Quel est le poids de l’industrie pornographique ?
"Les intérêts en jeu sont énormes. Demandez à Xavier Niel ce qu’il en pense. Cet entrepreneur a fait fortune dans le téléphone et le minitel rose avant de s’offrir une partie du journal Le Monde et de lancer l’opérateur Free. L’industrie de la pornographie draine beaucoup d’argent. En droits directs et indirects, elle représente près de 200 milliards de dollars au niveau mondial et 10 en France!"
Comment ce "business" est-il organisé ?
"Dès que vous surfez durant vingt-quatre heures sur des sites pornographiques, vous êtes rapidement envahi de spam, d’offres publicitaires vous proposant une multitude de produits miracles à connotation sexuelle. Ce marché vous connecte également à des sites de jeux en ligne comme le poker, des boutiques de produits pharmaceutiques comme le viagra ou des annonces pour montre Rolex".
Que révèle cette tendance ?
"La pornographie est le reflet d’une société qui a oublié ce qu’était 'l’obscène', ce qui doit rester de l’autre côté du rideau. Notre civilisation, sorte de société du bas spectacle, a déchiré ce rideau. La disparition des contraintes a des effets terrifiants sur certains jeunes qui traitent et filment les filles comme de la viande avant de diffuser leurs images sur internet. Les histoires sordides de viols collectifs ne manquent pas. Selon moi, la pornographie révèle aussi le fonctionnement intime du libéralisme avancé, la transformation de l’individu en matière première. L’homme est mis en vente".
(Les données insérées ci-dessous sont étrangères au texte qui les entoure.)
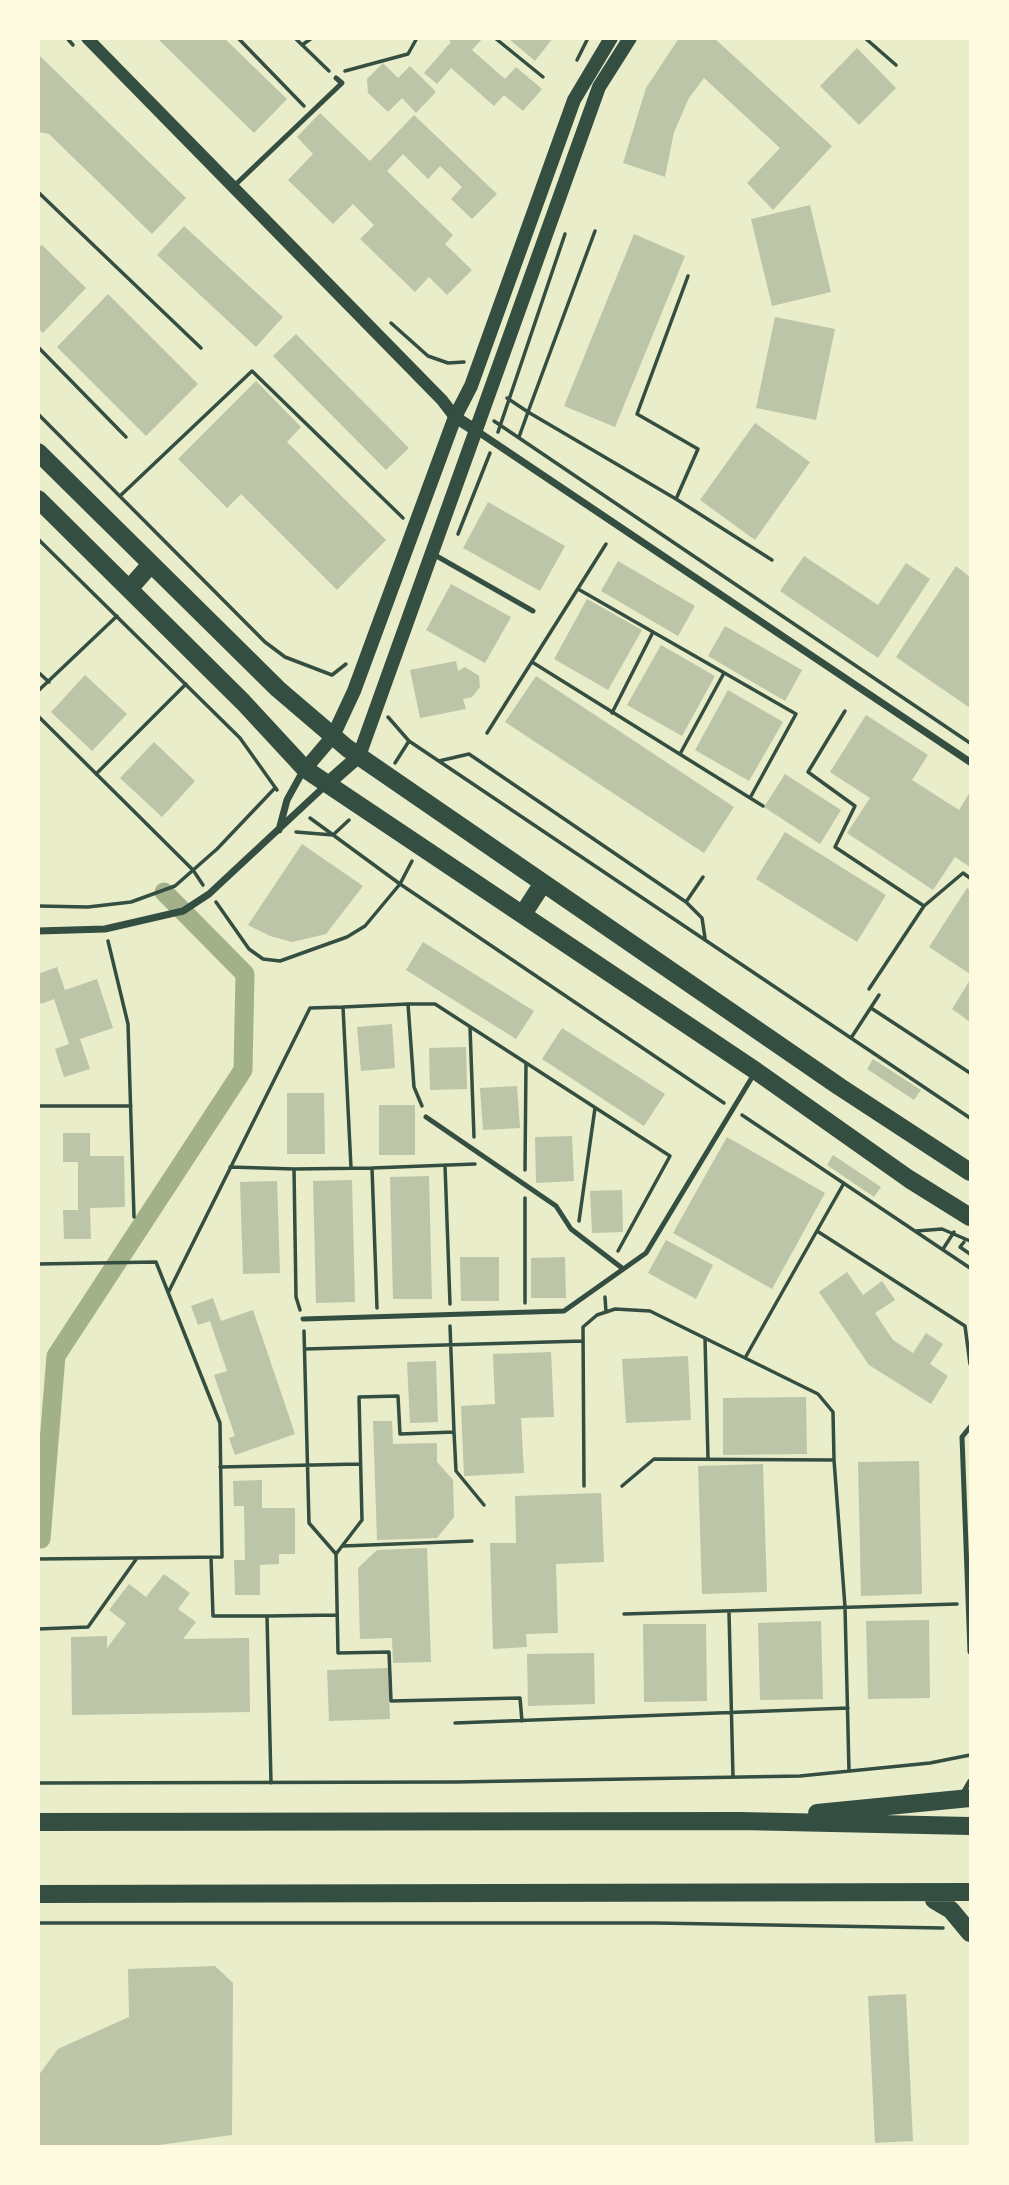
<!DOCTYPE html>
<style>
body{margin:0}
#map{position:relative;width:1009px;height:2185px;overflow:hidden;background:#e9edc9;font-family:"IBM Plex Sans",sans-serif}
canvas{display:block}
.frame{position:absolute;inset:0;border:40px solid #fefae0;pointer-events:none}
</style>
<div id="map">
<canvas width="1009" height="2185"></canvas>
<div class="frame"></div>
</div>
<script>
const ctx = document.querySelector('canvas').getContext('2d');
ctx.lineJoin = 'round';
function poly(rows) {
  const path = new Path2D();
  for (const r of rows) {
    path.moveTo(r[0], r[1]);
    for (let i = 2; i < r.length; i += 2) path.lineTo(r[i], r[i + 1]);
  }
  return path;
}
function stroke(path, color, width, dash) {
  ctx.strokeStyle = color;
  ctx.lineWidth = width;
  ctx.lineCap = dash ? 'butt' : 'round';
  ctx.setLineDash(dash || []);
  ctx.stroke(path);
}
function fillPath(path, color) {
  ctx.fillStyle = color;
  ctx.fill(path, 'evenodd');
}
stroke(poly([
 [41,1539,56,1356,243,1070,245,974,164,892]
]), '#a3b18a', 19);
fillPath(poly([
 [157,38,224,38,287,99,254,133],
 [447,38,483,38,472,50,505,79,516,67,542,89,523,111,504,95,494,106,451,68,437,84,424,73,451,42],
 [508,38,553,38,535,61],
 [679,38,714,38,832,146,773,210,747,183,780,148,704,78,689,98,674,132,665,177,623,163,646,88],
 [857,48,896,88,859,125,820,86],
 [40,56,186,198,152,234,49,134,38,132],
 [383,63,398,78,410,66,436,92,416,113,402,98,388,112,368,93,367,79],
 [320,113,370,161,414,115,497,194,472,219,451,199,462,187,440,166,428,179,403,154,387,171,453,235,445,244,472,270,447,295,429,277,415,292,360,239,374,225,353,204,333,224,288,180,313,154,297,137],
 [810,205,831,292,772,306,751,219],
 [184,226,283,317,256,347,157,255],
 [634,234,685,256,615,427,564,406],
 [42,245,86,288,43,333,38,328,38,248],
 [108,294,198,384,146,436,57,347],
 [775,317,835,329,816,420,756,408],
 [296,334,409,448,386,470,273,356],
 [256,381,301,427,287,442,386,540,337,590,241,494,227,508,178,459],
 [755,423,810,462,755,540,700,500],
 [488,502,565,546,540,591,463,548],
 [804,556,878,605,906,563,930,579,878,658,780,591],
 [618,561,695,606,678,636,601,591],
 [956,566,970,577,970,708,896,657],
 [451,584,511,617,485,663,426,630],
 [587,599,642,630,608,690,554,659],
 [725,626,802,670,785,701,708,656],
 [661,645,715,676,682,736,627,705],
 [456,661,458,671,465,667,479,676,480,687,472,697,463,699,466,709,420,718,410,670],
 [85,675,127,714,92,751,51,712],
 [536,676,734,807,704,853,505,722],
 [728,690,783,722,749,781,695,750],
 [866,715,928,755,912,780,959,810,970,792,970,867,955,857,933,890,847,833,870,798,830,772],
 [154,742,195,781,162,817,120,778],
 [785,774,841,810,820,844,764,807],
 [785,832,886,895,857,942,756,879],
 [302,844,363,886,326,934,292,942,270,936,248,925],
 [967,888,970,890,970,974,929,947],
 [423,942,534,1011,516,1039,406,970],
 [57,967,65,990,97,979,113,1028,80,1039,90,1069,64,1077,55,1049,69,1044,54,999,41,1004,38,997,38,974],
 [970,980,970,1022,952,1009],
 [392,1024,395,1068,361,1071,357,1027],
 [562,1028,665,1094,644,1126,542,1059],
 [466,1047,467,1089,430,1090,429,1048],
 [873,1059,921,1090,914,1100,867,1069],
 [517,1086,520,1128,483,1130,480,1088],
 [287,1093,324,1093,325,1154,287,1154],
 [379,1105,415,1105,415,1155,379,1155],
 [63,1133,90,1133,90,1156,124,1156,125,1207,90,1208,91,1239,64,1239,63,1210,78,1210,78,1162,63,1162],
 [572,1136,574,1181,536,1183,535,1137],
 [727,1137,825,1193,772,1289,673,1233],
 [833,1155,881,1187,874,1197,827,1165],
 [429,1176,432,1299,393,1299,390,1177],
 [352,1180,355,1302,316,1303,313,1181],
 [277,1181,280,1273,243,1274,240,1182],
 [622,1190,623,1232,592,1233,590,1191],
 [666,1240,713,1265,696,1299,648,1273],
 [460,1257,499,1257,499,1301,461,1301],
 [565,1257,566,1298,531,1298,531,1258],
 [847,1272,863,1295,882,1281,895,1300,875,1313,893,1340,913,1353,926,1333,943,1344,930,1364,948,1376,931,1404,869,1365,819,1292],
 [213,1298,221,1321,253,1310,295,1434,235,1455,229,1438,235,1436,214,1375,227,1371,210,1321,198,1325,191,1306],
 [551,1352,554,1417,521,1418,524,1473,464,1476,461,1406,495,1404,493,1354],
 [688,1356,691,1420,626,1423,622,1359],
 [436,1361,438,1422,410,1423,407,1362],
 [806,1397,807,1454,723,1455,723,1398],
 [373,1421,392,1421,393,1444,437,1443,437,1462,453,1480,454,1517,437,1538,377,1540],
 [919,1461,922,1594,861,1596,858,1462],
 [763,1464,767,1592,702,1594,698,1466],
 [262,1480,262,1508,295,1508,295,1554,279,1554,279,1564,260,1565,260,1595,235,1595,234,1560,245,1560,244,1506,234,1506,233,1481],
 [601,1493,604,1562,556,1564,558,1633,526,1634,527,1647,493,1649,490,1543,516,1543,515,1496],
 [427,1548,431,1662,393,1663,392,1638,360,1639,358,1568,377,1550],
 [164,1574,190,1593,178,1609,196,1622,183,1639,249,1638,250,1712,72,1715,71,1637,107,1636,107,1648,126,1623,109,1610,129,1584,146,1597],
 [929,1620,930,1698,868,1699,866,1621],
 [821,1621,823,1699,760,1700,758,1623],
 [643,1624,706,1624,707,1701,644,1702],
 [594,1653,595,1704,528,1706,527,1654],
 [388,1668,390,1719,329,1721,327,1670],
 [215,1966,233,1983,232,2135,152,2146,38,2146,38,2076,58,2049,129,2017,128,1969],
 [906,1994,913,2141,875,2143,868,1996]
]), '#bcc5a7');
stroke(poly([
 [67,38,73,45],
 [238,38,304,106],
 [295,38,329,71],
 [495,38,543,77],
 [865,38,896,65],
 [302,45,312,38],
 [577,60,588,38],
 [345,71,408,54,417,38],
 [38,192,201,348],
 [595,231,528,412,676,499],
 [688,276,637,414,698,449,676,499,772,560],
 [391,323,428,356,448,363,464,362],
 [38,347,126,437],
 [507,398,528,412,519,437],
 [38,414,265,642,285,657,332,675,346,664],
 [494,421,970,743],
 [498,432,565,234],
 [120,496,252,371,403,518],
 [458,534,490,453],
 [38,539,240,738,277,790],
 [578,589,796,714,750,798],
 [532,662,763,806],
 [38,672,49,682],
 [38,691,117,616],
 [845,711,808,772,855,806,835,847,924,906],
 [612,713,653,632],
 [38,716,193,870,203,885],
 [388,717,409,741,970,1118],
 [487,733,606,544],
 [680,754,724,673],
 [439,761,469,754,686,902,703,877],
 [395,763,409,741],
 [96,774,186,684],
 [310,818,400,884,724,1103],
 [296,832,333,835,349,820],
 [216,902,249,949,263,959,280,961,347,937,365,926,400,884,412,861],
 [686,902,702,918,705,938],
 [38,906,88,907,131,902,175,886,217,849,275,788],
 [108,941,128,1024,134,1217],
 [869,989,924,906,963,873,970,878],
 [408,1004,435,1004,670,1156,618,1251],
 [871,1008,970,1073],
 [470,1027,474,1137],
 [851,1038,879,995],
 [38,1106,131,1106],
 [742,1115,970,1268],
 [445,1165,450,1304],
 [230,1167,294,1169],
 [351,1168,343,1007,408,1004,414,1087,422,1106],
 [372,1168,475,1164],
 [525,1170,526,1063],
 [579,1221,595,1108],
 [817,1231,965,1326,970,1364],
 [916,1231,942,1229,970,1241],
 [964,1242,960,1247,970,1254],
 [943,1249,954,1232],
 [38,1264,156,1262,220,1423,222,1557,38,1559],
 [169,1291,310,1008,343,1007],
 [605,1297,606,1312],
 [525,1303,525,1198],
 [300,1310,296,1297,294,1169,372,1168,377,1308],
 [450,1326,454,1432],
 [304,1331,309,1523,336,1554],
 [705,1338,708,1459],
 [305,1349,583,1341],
 [745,1358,844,1183],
 [220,1467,360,1464],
 [584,1486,583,1327,597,1315,615,1309,650,1311,818,1394,833,1412,834,1460],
 [622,1486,654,1459,834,1460,845,1607,849,1771],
 [343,1546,472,1541],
 [211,1557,213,1616,267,1616,271,1783],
 [729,1612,733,1777],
 [624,1614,957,1604],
 [267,1616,337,1615],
 [38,1629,88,1627,137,1558],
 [391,1701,389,1652,338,1653,336,1554,362,1520,359,1397,398,1396,400,1434,454,1432,456,1471,484,1505],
 [391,1701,520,1698,522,1721],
 [455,1723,848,1708],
 [38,1783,456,1782,800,1776,930,1763,970,1755],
 [38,1923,656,1923,943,1928]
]), '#344e41', 3.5);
stroke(poly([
 [233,187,342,83,336,78],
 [433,554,533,611],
 [426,1117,556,1206,571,1229,622,1268],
 [303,1319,564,1311,646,1253,754,1074],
 [970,1427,962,1437,970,1652],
 [963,1793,970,1781]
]), '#344e41', 5);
stroke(poly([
 [477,431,970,762],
 [279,830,287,800,303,771],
 [38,931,105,929,183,911,209,894,326,785]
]), '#344e41', 7);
stroke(poly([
 [87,38,442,400,455,417,477,431]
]), '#344e41', 12);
stroke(poly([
 [305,769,333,736,354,691,455,417,471,386,574,100,611,38],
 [326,785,359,756,599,87,630,38]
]), '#344e41', 14);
stroke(poly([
 [38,452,278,689,347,748,840,1087,970,1172],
 [38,499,243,702,305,769,756,1071,909,1179,970,1217],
 [129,589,151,564],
 [523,914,543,883],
 [817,1813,970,1798],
 [38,1822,740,1821,970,1826],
 [38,1894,970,1892],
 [934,1900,951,1910,970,1933]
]), '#344e41', 18);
</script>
Que sait-on sur la détresse réelle de ceux qui sont exploités par cette industrie ?
"95 % des filles que l’on retrouve dans les films diffusés sur la toile sont issues des pays de l’Est, du Brésil, de l’Afrique. On constate une surenchère de la violence dans ces productions où des jeunes femmes sont massacrées. Sans parler des suicides".
Combien de jeunes en France ont-ils accès à ces images ?
"A 16 ans, 80 % des garçons et 50% des filles consultés ont déjà vu de telles images. Les systèmes de contrôles parentaux sont une vaste plaisanterie à l’heure des smartphones. En tant qu’enseignant, j’observe chez les jeunes une incapacité de plus en plus grande à oser les mots de la séduction. Ils savent de moins en moins séduire parce qu’ils perdent à la fois le langage et les repères moraux d’une société qui ne se respecte plus. La pornographie est l’une des raisons évidentes de cette incapacité à aller vers l’autre. La seule valeur se résume à : 'Dis-moi combien tu gagnes, je te dirais ce que tu es'. En douze ans d’enseignement en ZEP, j’ai vu monter la violence verbale et physique".
Comment le corps enseignant réagit-il ?
"Il n’est pas au courant. Très peu d’établissements interdisent les téléphones portables. Certaines organisations de parents d’élèves s’y refusent sous prétexte de vouloir rester en contact avec leurs enfants".
Peut-on débarrasser le net de la pornographie ?
"Ce n’est pas difficile, il faut cibler les fournisseurs d’accès. Les Chinois l’ont fait".
Quels conseils donnez-vous aux parents et aux professeurs ?
"Faire très attention. Ensuite, beaucoup parler avec les jeunes et ne pas les laisser s’enfermer dans une bulle autodestructrice. Il faut parvenir à leur faire comprendre qu’il existe des choses plus belles que ces images et que les relations humaines ne sont pas ça. Personnellement, je suis fermement opposé à la présence de la télévision ou de l’ordinateur dans la chambre des enfants. C’est une folie."
Pratique. “La société pornographique”, Bourin Editeur, 16 €.